Iraqi insurgents and foreign mujahadeen dug tunnels, emplaced mines
and booby-traps, and improved their defenses. Meanwhile, most of Fallujah’s
civilian population fled the city, which greatly reduced the potential
for noncombatant casualties. The emptying city invited greater applications
of air power. U.S. warplanes and artillery launched highly selective
attacks, weakening insurgent defenses, hitting leadership targets, and
laying the groundwork for a renewed assault. Although some estimates
put insurgent strength before al-Fajr as high as 5,000, many of them—including
most of their top leadership—fled before the battle. When U.S. troops
crossed the line of departure, it is estimated that 2,000-3,000 insurgents
remained in the city.
The combined Marine-Army-Iraqi force for Operation al-Fajr was many
times larger than the force employed in April 2004. Numerous press reports
placed the total size of coalition forces at 10,000-15,000. The actual
assault element comprised about 6,000 U.S. troops in four Marine battalions
(3/1, 1/3, 3/5, 1/8) and Army Task Force 2-2 (two mechanized battalions).[12]
About 2,000 Iraqi troops bolstered the assault force, which was supported
by aircraft and several Marine and Army artillery battalions.
With Fallujah cordoned by the remaining troops, the assault force struck
from the north on 8 November 2004, quickly breaching insurgent defenses
and reaching the heart of the city. Although fighting was at times severe,
by 12 November, U.S.-Iraqi forces controlled 80% of the city.[13]
Combatants and observers recognized a heavier and broader application
of firepower. By 10 November, U.S. artillery batteries had fired at
least 800 rounds into the city; a frequently cited report claimed 24
sorties were flown over the city on the first day of combat and a total
of four 500-pound bombs was dropped.[14]
Fallujah is sometimes called “the city of mosques”; and insurgents
made heavy use of them as command posts, arms depots, and defensive
positions. Inside the Saad Abi Bin Waqas Mosque in central Fallujah,
Marines found small arms, artillery shells, and parts of missile systems.
Marines and soldiers engaged insurgents emplaced in mosques, but always
with great caution and often using Iraqi troops to finish off assaults.
It took Company B, 1/8, fighting on foot, 16 hours of house-to-house
combat to capture the Muhammadia Mosque, during which time they were
attacked with everything from rocket-propelled grenades to suicide bombers.[15]

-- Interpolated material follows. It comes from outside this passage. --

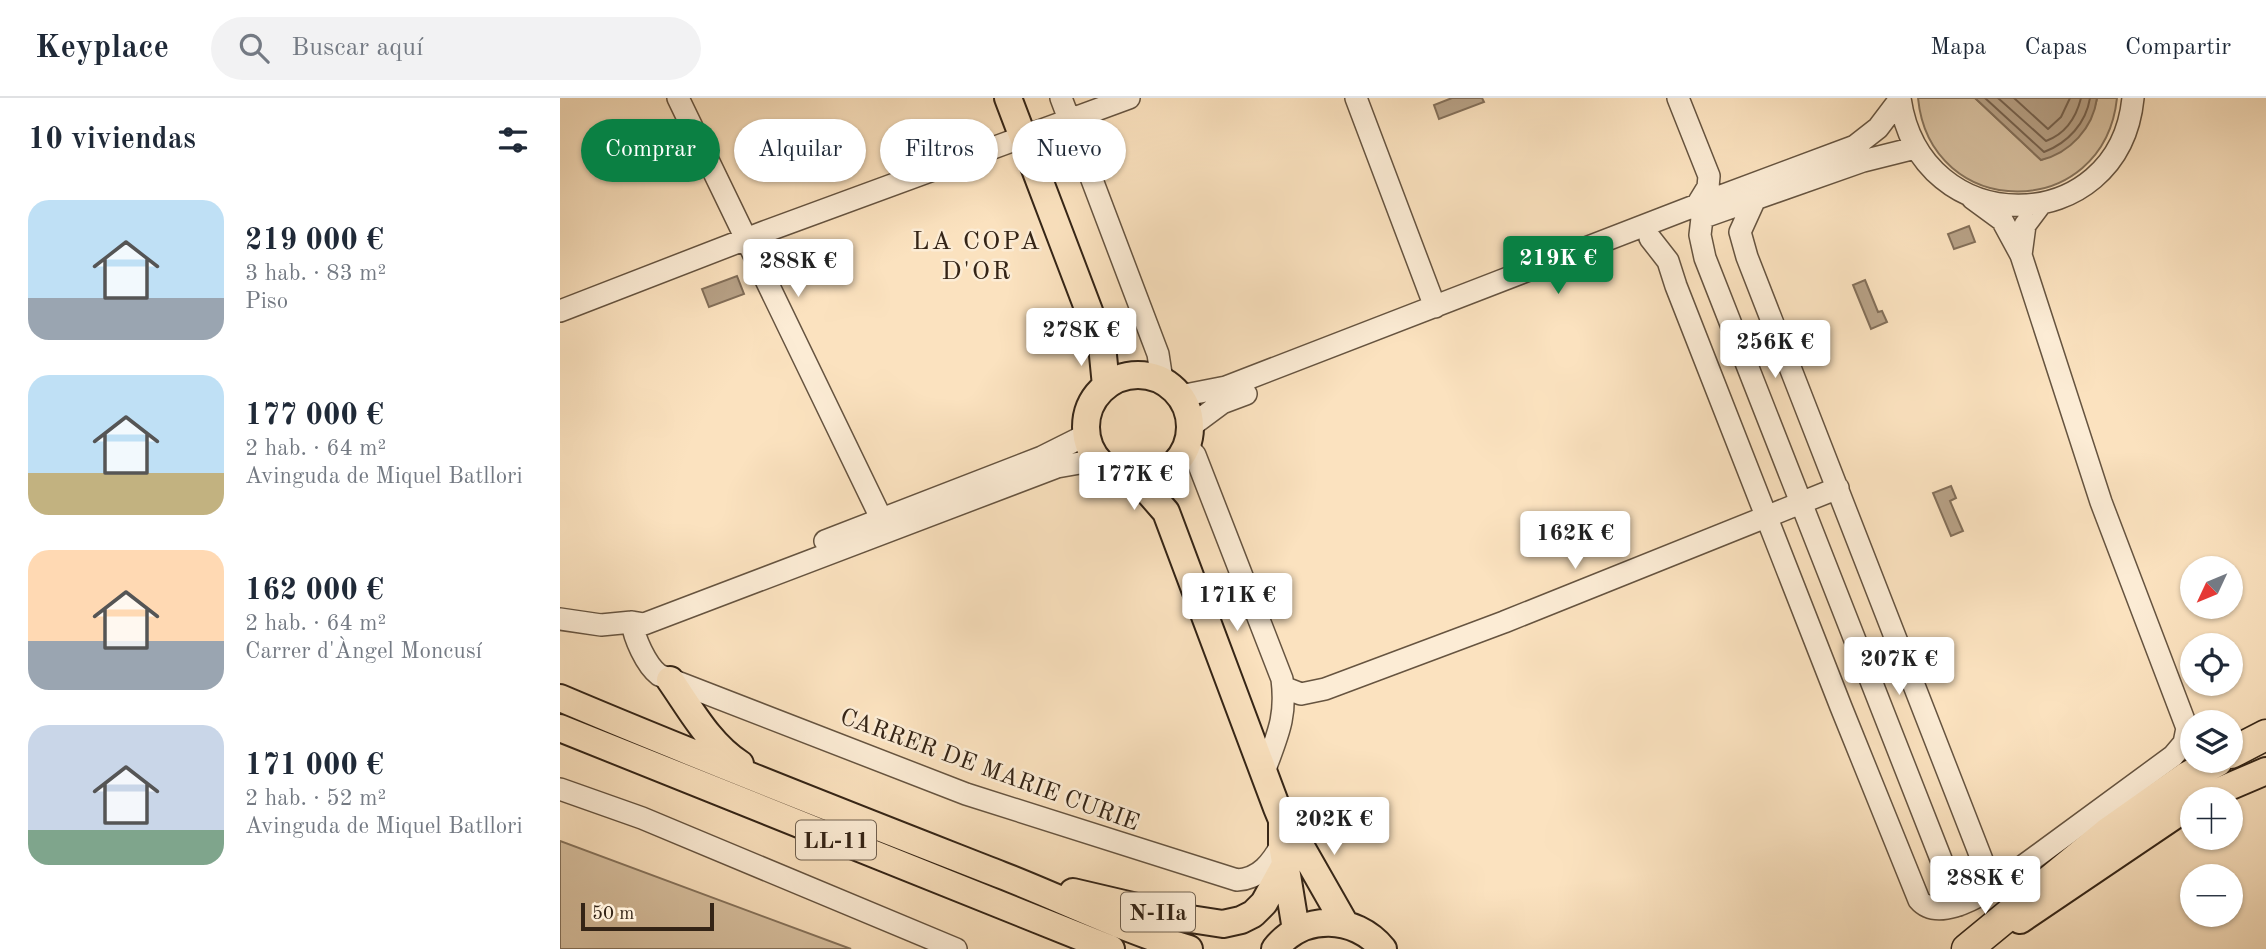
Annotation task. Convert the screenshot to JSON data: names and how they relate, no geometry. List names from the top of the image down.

Resistance stiffened in southern Fallujah as the assault force faced
sometimes uniformed opponents who fought with increased professionalism
and discipline. “When we found those boys in that bunker with their
equipment, it became a whole new ballgame” said one soldier. He continued,
“The way these guys fight is different than the insurgents.”[16]
Nonetheless, by 20 November, the attackers had routed the remaining
insurgents and taken the city.
U.S. casualties in Operation al-Fajr were 51 killed and 425 seriously
wounded; Iraqi government troops suffered 8 dead and 43 wounded; and
as many as 1,200 insurgents were reported killed. Some knowledgeable
analysts described these losses as historically light for an urban battle
of Fallujah’s scale—and there is a sound basis for this claim. The U.S.
forces avoided major disasters like the Soviets suffered in Grozny,
and even more limited reversals, such as the IDF suffered in Jenin,
when most of a platoon was destroyed in an ambush.[17]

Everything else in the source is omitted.